Assigned task →
Could you please find each line in the records that contains the word "names" and copy it?

----- Data records -----

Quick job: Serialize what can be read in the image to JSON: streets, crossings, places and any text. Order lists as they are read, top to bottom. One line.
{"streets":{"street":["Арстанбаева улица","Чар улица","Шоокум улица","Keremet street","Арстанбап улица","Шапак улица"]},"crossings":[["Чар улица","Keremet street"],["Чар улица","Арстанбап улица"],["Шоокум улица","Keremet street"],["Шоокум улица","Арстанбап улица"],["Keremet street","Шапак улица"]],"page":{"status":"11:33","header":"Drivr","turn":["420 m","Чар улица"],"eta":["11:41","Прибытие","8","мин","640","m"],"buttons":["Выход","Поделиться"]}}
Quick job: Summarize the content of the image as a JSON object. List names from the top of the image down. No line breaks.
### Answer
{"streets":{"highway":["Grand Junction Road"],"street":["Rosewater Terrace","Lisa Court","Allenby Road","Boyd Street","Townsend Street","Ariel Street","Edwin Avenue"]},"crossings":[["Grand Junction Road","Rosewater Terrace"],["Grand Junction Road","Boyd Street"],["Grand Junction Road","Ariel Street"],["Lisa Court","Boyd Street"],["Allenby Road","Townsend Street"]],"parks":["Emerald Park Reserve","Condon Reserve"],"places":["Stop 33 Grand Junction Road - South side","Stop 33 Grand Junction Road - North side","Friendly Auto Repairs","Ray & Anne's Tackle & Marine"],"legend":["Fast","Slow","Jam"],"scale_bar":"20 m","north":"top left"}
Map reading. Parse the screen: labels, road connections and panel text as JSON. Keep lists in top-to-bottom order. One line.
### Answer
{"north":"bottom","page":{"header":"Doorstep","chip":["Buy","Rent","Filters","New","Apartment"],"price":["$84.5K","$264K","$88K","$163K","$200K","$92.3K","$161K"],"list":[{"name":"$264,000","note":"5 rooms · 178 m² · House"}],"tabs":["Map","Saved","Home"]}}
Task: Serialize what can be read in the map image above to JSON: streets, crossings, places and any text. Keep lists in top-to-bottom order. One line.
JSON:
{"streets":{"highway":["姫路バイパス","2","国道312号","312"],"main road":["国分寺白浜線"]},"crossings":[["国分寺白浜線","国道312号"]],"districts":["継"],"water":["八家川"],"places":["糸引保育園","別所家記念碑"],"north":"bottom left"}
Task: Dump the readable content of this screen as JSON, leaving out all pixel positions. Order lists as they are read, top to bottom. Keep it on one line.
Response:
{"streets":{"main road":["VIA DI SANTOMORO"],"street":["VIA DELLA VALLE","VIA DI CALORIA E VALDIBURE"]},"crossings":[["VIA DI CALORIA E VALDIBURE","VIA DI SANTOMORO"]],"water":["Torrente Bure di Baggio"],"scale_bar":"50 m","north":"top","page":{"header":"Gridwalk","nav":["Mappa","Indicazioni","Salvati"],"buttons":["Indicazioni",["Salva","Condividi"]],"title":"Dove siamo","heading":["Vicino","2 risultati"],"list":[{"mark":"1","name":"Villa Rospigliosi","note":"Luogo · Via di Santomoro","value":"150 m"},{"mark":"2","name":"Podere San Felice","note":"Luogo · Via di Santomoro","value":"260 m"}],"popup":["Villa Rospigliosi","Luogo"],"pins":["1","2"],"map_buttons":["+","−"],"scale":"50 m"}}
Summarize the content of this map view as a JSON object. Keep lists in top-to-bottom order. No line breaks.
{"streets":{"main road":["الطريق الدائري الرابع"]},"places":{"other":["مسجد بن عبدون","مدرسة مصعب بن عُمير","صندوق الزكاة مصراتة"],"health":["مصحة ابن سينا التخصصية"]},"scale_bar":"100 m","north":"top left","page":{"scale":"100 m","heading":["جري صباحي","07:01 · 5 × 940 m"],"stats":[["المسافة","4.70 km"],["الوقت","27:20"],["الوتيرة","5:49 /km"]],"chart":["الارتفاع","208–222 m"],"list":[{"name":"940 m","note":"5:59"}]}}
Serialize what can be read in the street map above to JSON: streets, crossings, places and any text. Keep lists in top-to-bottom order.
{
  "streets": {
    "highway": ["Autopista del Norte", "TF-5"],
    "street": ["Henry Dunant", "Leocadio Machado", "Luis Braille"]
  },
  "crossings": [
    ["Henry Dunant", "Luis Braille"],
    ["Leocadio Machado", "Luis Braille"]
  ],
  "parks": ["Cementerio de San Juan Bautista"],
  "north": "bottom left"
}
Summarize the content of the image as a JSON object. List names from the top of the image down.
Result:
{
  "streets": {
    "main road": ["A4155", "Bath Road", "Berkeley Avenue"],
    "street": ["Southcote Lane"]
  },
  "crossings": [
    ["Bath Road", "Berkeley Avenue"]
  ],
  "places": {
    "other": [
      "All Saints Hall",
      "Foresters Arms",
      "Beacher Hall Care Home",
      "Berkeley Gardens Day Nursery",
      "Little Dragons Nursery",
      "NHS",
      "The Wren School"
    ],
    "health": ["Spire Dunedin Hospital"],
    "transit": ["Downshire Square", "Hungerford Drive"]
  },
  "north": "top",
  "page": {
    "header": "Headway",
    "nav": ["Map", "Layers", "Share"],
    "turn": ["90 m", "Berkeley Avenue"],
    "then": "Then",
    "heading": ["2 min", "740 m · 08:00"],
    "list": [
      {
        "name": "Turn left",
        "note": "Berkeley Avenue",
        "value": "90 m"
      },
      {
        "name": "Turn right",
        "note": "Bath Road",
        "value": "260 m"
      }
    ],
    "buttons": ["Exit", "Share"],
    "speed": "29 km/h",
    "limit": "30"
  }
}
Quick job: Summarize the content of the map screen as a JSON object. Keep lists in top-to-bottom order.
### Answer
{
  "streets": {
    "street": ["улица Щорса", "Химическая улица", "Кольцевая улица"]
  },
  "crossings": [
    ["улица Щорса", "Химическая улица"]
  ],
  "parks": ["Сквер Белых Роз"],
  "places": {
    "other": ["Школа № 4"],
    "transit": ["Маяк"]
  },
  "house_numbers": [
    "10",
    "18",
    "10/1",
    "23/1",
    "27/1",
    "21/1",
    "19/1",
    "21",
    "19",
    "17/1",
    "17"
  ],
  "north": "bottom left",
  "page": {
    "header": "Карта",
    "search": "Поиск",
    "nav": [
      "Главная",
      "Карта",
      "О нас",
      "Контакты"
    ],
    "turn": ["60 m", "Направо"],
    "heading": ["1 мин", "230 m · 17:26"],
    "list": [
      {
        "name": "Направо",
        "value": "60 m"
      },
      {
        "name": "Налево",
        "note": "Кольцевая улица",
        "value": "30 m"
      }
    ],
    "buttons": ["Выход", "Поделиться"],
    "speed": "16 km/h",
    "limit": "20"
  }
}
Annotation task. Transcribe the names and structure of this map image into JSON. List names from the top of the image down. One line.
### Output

-----

Completed exercise →
Quick job: Summarize the content of the image as a JSON object. List names from the top of the image down. No line breaks.
Summarize the content of the image as a JSON object. List names from the top of the image down.
Annotation task. Transcribe the names and structure of this map image into JSON. List names from the top of the image down. One line.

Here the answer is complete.